<<<<

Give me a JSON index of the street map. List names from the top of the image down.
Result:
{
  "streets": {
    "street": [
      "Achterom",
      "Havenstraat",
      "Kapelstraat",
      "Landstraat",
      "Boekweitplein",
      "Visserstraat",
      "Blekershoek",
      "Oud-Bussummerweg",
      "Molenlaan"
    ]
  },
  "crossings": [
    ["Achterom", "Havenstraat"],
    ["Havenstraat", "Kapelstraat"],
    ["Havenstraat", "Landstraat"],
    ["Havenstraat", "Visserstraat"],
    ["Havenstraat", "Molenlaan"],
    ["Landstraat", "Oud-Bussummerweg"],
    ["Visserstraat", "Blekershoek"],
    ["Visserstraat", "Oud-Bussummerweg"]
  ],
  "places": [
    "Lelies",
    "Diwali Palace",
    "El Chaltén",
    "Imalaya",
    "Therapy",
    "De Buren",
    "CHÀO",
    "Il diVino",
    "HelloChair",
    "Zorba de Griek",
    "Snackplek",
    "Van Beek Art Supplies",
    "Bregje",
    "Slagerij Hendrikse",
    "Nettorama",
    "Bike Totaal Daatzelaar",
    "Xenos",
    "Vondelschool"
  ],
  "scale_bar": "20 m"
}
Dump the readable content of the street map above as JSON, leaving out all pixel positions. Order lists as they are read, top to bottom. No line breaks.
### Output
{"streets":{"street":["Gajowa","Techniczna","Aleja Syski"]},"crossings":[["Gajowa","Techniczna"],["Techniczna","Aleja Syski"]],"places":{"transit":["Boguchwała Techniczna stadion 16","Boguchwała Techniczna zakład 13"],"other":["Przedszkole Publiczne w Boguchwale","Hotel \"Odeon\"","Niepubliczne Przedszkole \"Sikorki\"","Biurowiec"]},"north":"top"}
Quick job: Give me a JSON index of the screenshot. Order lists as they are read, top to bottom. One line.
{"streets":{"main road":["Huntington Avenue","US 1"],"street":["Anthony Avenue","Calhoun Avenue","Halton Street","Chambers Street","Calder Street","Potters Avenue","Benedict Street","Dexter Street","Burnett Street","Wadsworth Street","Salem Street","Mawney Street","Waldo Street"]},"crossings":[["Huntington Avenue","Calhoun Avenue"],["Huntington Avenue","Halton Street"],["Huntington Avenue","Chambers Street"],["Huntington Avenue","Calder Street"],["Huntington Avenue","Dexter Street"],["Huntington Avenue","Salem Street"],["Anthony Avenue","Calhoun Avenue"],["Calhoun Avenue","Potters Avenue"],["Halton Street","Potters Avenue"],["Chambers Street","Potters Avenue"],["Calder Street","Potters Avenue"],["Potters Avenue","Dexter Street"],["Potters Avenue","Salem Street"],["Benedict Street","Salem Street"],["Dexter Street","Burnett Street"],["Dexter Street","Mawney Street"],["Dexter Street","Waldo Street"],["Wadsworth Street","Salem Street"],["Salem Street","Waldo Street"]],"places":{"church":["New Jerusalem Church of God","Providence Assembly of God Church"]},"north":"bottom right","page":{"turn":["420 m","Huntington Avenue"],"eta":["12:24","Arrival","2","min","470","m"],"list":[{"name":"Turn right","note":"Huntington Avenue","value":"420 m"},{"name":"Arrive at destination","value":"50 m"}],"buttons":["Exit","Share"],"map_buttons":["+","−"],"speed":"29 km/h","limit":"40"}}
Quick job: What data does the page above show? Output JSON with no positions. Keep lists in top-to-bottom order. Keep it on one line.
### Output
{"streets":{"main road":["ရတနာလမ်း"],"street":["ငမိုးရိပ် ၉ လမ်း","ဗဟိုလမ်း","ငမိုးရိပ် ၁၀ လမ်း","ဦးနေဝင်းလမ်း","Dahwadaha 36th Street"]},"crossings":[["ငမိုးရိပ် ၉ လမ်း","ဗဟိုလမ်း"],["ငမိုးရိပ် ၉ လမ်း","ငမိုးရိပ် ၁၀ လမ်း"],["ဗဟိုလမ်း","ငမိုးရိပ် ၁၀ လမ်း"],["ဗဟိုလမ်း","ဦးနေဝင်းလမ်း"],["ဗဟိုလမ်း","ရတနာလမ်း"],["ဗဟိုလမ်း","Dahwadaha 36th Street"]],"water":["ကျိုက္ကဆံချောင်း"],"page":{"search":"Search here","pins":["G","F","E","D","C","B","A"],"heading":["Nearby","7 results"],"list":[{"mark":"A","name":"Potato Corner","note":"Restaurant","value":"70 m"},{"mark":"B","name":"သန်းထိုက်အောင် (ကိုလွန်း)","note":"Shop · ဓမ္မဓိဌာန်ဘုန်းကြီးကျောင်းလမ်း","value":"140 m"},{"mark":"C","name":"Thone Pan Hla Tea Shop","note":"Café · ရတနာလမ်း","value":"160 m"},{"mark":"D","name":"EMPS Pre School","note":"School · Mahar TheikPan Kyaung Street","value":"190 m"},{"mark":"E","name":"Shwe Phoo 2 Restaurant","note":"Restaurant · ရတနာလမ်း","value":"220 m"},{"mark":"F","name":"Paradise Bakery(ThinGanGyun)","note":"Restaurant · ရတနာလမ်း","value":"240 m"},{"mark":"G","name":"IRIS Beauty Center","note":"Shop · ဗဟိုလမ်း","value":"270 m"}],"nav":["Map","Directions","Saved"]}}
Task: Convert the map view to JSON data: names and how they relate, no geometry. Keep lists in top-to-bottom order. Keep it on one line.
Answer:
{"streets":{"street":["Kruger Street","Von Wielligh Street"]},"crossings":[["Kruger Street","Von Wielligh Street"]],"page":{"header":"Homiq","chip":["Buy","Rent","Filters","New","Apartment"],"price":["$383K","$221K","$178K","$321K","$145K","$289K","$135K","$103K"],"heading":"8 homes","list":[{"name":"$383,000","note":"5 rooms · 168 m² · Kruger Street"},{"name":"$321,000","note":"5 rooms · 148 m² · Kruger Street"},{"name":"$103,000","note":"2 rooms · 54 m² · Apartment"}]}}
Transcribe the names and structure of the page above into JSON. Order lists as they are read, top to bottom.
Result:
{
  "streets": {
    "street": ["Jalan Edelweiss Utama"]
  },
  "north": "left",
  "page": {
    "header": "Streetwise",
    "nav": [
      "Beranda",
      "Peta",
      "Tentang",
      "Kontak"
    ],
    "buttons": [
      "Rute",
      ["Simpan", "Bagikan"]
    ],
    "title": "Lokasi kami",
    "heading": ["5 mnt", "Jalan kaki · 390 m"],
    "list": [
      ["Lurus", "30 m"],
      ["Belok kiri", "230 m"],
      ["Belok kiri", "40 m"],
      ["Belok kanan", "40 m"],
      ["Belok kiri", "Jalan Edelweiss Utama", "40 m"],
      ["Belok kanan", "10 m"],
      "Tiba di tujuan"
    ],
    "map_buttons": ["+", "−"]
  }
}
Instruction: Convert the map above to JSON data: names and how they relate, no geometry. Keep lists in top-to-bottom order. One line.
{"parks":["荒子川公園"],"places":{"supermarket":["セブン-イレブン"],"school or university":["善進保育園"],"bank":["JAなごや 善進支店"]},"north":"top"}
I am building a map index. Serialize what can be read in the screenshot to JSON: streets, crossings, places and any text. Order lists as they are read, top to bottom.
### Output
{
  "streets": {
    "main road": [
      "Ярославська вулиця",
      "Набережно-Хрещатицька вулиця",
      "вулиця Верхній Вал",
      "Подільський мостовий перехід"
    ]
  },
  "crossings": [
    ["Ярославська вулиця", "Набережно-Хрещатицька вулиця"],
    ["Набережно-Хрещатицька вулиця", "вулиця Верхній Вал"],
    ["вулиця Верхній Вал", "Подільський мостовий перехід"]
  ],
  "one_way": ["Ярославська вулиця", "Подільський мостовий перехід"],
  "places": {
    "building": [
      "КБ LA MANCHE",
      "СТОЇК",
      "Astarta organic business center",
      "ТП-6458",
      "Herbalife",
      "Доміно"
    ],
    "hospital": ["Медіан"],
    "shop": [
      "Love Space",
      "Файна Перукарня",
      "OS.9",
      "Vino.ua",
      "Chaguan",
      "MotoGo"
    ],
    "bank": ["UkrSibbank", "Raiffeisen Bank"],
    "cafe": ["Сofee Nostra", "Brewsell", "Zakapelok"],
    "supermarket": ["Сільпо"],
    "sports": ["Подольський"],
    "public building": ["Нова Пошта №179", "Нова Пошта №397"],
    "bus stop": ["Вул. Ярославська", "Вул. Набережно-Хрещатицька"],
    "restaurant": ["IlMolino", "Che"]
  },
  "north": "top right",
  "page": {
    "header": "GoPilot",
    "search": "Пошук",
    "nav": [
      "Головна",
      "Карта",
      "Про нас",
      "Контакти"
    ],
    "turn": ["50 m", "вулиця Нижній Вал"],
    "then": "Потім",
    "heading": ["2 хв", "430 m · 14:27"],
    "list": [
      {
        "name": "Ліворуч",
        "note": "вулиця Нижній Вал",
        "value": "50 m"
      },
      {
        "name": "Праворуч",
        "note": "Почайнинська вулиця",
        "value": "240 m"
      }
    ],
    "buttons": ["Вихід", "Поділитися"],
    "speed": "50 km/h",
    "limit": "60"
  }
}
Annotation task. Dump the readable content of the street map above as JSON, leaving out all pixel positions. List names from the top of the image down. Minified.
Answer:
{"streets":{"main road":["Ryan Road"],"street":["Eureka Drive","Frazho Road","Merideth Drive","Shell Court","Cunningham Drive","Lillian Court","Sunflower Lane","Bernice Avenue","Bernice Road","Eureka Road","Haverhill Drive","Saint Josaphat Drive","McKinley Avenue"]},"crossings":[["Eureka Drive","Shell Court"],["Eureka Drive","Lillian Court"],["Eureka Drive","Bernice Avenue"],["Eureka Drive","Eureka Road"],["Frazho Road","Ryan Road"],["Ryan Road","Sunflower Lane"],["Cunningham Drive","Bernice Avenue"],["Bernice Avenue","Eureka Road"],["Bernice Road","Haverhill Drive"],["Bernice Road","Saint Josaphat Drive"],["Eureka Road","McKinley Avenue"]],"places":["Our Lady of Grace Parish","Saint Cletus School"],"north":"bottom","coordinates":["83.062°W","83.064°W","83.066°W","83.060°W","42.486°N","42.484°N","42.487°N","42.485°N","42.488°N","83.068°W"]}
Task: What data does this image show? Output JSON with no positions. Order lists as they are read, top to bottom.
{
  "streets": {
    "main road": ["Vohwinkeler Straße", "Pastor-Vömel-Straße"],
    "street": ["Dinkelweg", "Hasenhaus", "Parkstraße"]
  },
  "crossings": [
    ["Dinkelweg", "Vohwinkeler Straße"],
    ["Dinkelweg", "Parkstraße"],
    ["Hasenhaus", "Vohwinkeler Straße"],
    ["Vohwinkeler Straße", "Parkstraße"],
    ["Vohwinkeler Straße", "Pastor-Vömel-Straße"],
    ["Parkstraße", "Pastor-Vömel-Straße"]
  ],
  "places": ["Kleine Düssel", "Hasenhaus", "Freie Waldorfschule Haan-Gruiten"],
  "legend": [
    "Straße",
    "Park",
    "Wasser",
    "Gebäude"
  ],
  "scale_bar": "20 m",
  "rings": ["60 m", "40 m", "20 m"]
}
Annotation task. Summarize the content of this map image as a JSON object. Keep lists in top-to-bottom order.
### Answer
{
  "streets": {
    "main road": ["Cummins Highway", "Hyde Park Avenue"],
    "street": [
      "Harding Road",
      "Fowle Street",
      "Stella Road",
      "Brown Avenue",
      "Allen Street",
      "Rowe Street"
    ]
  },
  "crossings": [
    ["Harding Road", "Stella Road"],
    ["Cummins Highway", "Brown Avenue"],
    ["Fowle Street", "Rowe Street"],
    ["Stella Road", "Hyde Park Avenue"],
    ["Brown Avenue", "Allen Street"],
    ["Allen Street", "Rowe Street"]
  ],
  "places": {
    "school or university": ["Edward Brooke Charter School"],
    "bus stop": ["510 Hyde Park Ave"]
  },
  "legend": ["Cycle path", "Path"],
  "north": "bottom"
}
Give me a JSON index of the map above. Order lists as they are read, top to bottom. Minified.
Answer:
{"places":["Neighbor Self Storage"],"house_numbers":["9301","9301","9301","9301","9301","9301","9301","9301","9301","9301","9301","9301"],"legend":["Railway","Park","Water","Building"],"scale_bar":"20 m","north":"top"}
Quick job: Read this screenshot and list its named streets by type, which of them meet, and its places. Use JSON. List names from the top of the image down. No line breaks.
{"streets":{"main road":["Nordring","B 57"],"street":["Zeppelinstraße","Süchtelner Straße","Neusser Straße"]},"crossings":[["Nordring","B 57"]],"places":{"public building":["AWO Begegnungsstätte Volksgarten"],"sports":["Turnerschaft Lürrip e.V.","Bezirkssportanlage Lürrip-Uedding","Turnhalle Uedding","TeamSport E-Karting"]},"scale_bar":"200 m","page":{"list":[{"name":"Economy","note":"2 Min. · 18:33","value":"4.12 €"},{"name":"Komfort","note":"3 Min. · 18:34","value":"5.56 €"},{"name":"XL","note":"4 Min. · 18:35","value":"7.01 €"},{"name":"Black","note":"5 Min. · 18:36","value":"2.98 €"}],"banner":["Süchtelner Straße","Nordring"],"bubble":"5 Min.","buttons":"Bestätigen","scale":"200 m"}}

>>>>

Through the line that holds "bottom. No line breaks.", repeat the material above exactly, starting at its first line.

Give me a JSON index of the street map. List names from the top of the image down.
Result:
{
  "streets": {
    "street": [
      "Achterom",
      "Havenstraat",
      "Kapelstraat",
      "Landstraat",
      "Boekweitplein",
      "Visserstraat",
      "Blekershoek",
      "Oud-Bussummerweg",
      "Molenlaan"
    ]
  },
  "crossings": [
    ["Achterom", "Havenstraat"],
    ["Havenstraat", "Kapelstraat"],
    ["Havenstraat", "Landstraat"],
    ["Havenstraat", "Visserstraat"],
    ["Havenstraat", "Molenlaan"],
    ["Landstraat", "Oud-Bussummerweg"],
    ["Visserstraat", "Blekershoek"],
    ["Visserstraat", "Oud-Bussummerweg"]
  ],
  "places": [
    "Lelies",
    "Diwali Palace",
    "El Chaltén",
    "Imalaya",
    "Therapy",
    "De Buren",
    "CHÀO",
    "Il diVino",
    "HelloChair",
    "Zorba de Griek",
    "Snackplek",
    "Van Beek Art Supplies",
    "Bregje",
    "Slagerij Hendrikse",
    "Nettorama",
    "Bike Totaal Daatzelaar",
    "Xenos",
    "Vondelschool"
  ],
  "scale_bar": "20 m"
}
Dump the readable content of the street map above as JSON, leaving out all pixel positions. Order lists as they are read, top to bottom. No line breaks.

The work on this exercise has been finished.